====== Material supplied ======

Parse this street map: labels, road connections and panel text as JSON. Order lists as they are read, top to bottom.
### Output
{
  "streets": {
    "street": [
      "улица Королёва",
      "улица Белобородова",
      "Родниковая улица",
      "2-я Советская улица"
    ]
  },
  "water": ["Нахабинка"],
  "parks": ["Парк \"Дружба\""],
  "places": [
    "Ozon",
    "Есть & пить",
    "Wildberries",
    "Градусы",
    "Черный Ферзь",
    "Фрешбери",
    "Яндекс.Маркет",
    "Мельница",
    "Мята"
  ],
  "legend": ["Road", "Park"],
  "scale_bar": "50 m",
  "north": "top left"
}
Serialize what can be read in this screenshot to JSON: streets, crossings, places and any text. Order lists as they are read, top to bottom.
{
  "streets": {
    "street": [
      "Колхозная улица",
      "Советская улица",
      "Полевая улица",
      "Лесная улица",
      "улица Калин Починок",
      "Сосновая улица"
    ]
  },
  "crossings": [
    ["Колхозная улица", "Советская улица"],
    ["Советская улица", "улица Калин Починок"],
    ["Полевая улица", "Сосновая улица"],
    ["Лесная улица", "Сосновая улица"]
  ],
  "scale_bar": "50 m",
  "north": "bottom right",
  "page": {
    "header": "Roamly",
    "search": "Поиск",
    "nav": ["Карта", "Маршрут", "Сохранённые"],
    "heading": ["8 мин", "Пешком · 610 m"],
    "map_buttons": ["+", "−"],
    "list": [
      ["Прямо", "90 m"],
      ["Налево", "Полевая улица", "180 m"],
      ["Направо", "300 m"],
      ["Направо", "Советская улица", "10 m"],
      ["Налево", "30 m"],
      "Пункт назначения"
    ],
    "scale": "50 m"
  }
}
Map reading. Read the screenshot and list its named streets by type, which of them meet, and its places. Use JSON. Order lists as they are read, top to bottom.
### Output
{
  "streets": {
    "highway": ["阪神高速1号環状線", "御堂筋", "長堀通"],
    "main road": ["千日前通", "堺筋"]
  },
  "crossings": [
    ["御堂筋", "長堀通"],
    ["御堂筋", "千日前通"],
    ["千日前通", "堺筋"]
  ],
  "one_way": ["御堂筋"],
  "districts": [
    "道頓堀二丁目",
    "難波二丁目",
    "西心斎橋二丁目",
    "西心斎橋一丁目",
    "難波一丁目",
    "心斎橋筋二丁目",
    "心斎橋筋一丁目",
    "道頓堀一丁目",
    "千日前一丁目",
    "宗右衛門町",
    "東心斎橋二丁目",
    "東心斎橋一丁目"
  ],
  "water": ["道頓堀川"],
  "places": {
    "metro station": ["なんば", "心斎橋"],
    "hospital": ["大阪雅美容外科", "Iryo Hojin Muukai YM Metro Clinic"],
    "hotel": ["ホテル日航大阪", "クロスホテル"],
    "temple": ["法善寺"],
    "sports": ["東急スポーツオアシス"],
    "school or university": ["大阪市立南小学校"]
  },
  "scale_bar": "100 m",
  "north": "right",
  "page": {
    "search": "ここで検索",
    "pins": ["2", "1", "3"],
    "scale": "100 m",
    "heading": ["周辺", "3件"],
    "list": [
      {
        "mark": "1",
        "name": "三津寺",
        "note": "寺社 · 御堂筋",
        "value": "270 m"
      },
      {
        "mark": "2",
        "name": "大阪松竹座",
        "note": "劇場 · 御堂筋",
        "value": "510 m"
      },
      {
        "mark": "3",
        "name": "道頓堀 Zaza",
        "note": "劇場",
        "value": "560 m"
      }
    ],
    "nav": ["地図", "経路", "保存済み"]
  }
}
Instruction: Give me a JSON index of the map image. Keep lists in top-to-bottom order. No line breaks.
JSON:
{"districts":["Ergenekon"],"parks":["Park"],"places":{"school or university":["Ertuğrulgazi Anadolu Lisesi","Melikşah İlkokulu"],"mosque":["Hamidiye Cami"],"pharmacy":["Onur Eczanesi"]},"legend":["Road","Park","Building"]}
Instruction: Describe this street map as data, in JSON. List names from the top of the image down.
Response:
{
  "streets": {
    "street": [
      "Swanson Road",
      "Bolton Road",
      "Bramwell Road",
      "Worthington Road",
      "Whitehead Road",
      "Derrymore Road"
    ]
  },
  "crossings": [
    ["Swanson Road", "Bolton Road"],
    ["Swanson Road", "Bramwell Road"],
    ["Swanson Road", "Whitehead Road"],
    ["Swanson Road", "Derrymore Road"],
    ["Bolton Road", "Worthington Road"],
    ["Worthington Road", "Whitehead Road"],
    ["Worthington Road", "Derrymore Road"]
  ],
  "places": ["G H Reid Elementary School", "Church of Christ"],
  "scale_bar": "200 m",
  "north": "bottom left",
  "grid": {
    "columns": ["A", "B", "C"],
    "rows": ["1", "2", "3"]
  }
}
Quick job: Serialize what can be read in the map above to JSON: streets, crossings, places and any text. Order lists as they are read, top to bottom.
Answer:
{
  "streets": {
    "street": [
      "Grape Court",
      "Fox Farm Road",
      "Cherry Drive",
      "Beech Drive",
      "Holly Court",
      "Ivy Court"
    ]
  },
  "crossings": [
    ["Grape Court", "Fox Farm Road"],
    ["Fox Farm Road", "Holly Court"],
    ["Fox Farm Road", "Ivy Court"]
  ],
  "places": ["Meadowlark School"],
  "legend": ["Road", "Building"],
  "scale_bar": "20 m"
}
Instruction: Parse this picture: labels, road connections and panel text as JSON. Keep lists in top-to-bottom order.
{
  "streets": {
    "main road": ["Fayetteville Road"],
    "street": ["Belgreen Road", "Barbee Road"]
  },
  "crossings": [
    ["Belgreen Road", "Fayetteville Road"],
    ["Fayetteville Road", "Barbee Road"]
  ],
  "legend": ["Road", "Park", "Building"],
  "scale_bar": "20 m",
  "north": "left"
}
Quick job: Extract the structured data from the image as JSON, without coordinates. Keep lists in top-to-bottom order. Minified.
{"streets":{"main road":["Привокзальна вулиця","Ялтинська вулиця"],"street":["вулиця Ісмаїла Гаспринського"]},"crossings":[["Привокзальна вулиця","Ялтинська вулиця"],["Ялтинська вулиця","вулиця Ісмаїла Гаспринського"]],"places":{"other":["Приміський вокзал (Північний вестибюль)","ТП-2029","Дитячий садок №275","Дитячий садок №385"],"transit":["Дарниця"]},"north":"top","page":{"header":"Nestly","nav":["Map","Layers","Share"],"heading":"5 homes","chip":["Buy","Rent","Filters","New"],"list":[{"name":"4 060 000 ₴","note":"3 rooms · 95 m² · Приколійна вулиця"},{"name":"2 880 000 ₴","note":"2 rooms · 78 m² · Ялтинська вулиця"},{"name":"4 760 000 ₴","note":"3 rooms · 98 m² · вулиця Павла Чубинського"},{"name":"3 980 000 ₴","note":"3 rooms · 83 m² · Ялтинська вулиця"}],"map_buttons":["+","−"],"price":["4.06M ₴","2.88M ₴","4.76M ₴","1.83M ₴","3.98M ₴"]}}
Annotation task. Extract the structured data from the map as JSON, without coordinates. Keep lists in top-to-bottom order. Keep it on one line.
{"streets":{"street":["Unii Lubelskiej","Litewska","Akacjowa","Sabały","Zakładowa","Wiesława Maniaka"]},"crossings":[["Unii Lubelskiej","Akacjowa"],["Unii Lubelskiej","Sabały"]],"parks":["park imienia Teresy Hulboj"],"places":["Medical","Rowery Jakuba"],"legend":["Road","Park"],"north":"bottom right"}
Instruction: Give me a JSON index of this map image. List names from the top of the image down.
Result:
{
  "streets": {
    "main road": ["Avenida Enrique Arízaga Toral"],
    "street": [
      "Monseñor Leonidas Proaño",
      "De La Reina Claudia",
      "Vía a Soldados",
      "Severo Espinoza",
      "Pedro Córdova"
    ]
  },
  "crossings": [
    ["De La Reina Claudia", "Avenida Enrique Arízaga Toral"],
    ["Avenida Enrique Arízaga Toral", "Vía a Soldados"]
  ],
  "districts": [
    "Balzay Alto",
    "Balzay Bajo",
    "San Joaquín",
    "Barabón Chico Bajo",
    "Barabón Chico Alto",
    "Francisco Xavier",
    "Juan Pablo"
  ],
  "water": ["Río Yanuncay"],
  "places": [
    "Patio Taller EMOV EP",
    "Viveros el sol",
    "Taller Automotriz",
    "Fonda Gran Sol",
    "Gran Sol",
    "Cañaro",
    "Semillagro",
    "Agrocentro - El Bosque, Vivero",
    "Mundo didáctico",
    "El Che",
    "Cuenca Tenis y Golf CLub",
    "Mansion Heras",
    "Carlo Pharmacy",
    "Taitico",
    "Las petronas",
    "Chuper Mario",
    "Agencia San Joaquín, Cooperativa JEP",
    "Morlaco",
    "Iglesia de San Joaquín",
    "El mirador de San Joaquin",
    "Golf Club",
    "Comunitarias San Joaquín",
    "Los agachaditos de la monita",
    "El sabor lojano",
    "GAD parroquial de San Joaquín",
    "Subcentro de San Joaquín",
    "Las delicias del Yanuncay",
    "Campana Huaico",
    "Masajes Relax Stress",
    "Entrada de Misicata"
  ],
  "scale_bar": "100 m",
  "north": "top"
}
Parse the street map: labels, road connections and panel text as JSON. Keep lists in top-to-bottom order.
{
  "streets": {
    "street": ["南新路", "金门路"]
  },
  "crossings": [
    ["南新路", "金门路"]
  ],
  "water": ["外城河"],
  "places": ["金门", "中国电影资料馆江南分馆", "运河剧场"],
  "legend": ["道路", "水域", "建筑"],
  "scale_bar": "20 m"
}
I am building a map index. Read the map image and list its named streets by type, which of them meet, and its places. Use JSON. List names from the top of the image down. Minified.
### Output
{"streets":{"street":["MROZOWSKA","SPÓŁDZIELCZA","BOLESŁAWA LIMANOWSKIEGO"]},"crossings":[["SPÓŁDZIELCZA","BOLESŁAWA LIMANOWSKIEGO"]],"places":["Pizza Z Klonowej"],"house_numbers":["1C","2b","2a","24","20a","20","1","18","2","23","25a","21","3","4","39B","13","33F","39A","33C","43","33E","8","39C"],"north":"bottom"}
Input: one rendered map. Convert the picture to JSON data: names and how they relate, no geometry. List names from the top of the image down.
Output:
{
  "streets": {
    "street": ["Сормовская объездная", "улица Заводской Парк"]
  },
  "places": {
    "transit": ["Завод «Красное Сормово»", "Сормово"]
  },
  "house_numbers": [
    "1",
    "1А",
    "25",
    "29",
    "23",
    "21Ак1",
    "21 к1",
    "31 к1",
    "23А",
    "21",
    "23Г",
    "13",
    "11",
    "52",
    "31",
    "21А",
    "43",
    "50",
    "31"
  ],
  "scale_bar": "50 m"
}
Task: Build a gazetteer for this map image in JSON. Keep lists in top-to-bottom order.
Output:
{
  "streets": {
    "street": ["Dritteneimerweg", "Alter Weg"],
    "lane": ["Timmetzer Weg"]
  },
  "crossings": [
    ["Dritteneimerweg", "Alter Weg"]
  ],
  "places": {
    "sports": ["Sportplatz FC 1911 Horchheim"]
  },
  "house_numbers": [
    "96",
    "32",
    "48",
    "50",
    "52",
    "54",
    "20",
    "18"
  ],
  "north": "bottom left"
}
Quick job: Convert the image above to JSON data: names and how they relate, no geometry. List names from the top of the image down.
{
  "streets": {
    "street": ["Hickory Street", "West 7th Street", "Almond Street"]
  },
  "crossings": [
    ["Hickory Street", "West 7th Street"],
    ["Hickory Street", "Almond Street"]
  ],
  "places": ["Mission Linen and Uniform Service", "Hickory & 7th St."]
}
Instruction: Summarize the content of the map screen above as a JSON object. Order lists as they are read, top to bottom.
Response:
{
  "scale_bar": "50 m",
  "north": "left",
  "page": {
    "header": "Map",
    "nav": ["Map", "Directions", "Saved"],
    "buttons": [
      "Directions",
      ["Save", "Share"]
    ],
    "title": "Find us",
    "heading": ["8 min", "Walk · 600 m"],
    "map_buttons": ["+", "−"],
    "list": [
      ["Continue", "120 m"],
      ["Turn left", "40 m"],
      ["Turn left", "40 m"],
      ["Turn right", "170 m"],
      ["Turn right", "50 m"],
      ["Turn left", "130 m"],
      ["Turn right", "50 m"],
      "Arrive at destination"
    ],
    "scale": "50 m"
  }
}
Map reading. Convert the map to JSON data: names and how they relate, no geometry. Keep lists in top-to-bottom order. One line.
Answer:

======

▸ **What is required**
Lines that contain "reading" are the result; find them in the entries above and copy each one.

▸ **Output**
Map reading. Read the screenshot and list its named streets by type, which of them meet, and its places. Use JSON. Order lists as they are read, top to bottom.
Map reading. Convert the map to JSON data: names and how they relate, no geometry. Keep lists in top-to-bottom order. One line.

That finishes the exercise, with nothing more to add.